■ **Work item**
To complete the exercise, write out all the data exactly.

■ **Supplied records**

%%

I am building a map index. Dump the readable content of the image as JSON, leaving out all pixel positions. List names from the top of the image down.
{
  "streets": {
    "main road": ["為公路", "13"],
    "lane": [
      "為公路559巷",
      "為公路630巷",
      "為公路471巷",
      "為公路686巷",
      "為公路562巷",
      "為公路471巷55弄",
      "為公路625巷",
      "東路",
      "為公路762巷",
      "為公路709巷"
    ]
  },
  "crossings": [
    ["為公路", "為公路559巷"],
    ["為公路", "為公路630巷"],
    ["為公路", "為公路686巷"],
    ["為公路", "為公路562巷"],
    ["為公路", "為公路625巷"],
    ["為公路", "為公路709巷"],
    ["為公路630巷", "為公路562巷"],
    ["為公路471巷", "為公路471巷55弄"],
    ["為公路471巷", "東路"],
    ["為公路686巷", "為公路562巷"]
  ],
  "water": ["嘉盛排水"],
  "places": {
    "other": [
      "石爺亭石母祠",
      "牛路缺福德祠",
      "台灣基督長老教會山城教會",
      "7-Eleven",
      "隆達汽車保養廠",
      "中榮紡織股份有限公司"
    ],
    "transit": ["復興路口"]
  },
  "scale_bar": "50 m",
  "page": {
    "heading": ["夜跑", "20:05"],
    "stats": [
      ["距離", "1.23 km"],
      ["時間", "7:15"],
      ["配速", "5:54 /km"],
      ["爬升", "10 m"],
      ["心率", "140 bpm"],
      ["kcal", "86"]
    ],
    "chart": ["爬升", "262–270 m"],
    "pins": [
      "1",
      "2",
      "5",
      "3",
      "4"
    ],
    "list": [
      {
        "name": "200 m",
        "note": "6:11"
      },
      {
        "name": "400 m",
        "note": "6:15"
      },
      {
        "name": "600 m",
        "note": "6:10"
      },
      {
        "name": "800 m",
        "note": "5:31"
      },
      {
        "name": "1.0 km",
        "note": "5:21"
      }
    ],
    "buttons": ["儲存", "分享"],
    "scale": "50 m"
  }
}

%%

■ **Response area**
I am building a map index. Dump the readable content of the image as JSON, leaving out all pixel positions. List names from the top of the image down.
{
  "streets": {
    "main road": ["為公路", "13"],
    "lane": [
      "為公路559巷",
      "為公路630巷",
      "為公路471巷",
      "為公路686巷",
      "為公路562巷",
      "為公路471巷55弄",
      "為公路625巷",
      "東路",
      "為公路762巷",
      "為公路709巷"
    ]
  },
  "crossings": [
    ["為公路", "為公路559巷"],
    ["為公路", "為公路630巷"],
    ["為公路", "為公路686巷"],
    ["為公路", "為公路562巷"],
    ["為公路", "為公路625巷"],
    ["為公路", "為公路709巷"],
    ["為公路630巷", "為公路562巷"],
    ["為公路471巷", "為公路471巷55弄"],
    ["為公路471巷", "東路"],
    ["為公路686巷", "為公路562巷"]
  ],
  "water": ["嘉盛排水"],
  "places": {
    "other": [
      "石爺亭石母祠",
      "牛路缺福德祠",
      "台灣基督長老教會山城教會",
      "7-Eleven",
      "隆達汽車保養廠",
      "中榮紡織股份有限公司"
    ],
    "transit": ["復興路口"]
  },
  "scale_bar": "50 m",
  "page": {
    "heading": ["夜跑", "20:05"],
    "stats": [
      ["距離", "1.23 km"],
      ["時間", "7:15"],
      ["配速", "5:54 /km"],
      ["爬升", "10 m"],
      ["心率", "140 bpm"],
      ["kcal", "86"]
    ],
    "chart": ["爬升", "262–270 m"],
    "pins": [
      "1",
      "2",
      "5",
      "3",
      "4"
    ],
    "list": [
      {
        "name": "200 m",
        "note": "6:11"
      },
      {
        "name": "400 m",
        "note": "6:15"
      },
      {
        "name": "600 m",
        "note": "6:10"
      },
      {
        "name": "800 m",
        "note": "5:31"
      },
      {
        "name": "1.0 km",
        "note": "5:21"
      }
    ],
    "buttons": ["儲存", "分享"],
    "scale": "50 m"
  }
}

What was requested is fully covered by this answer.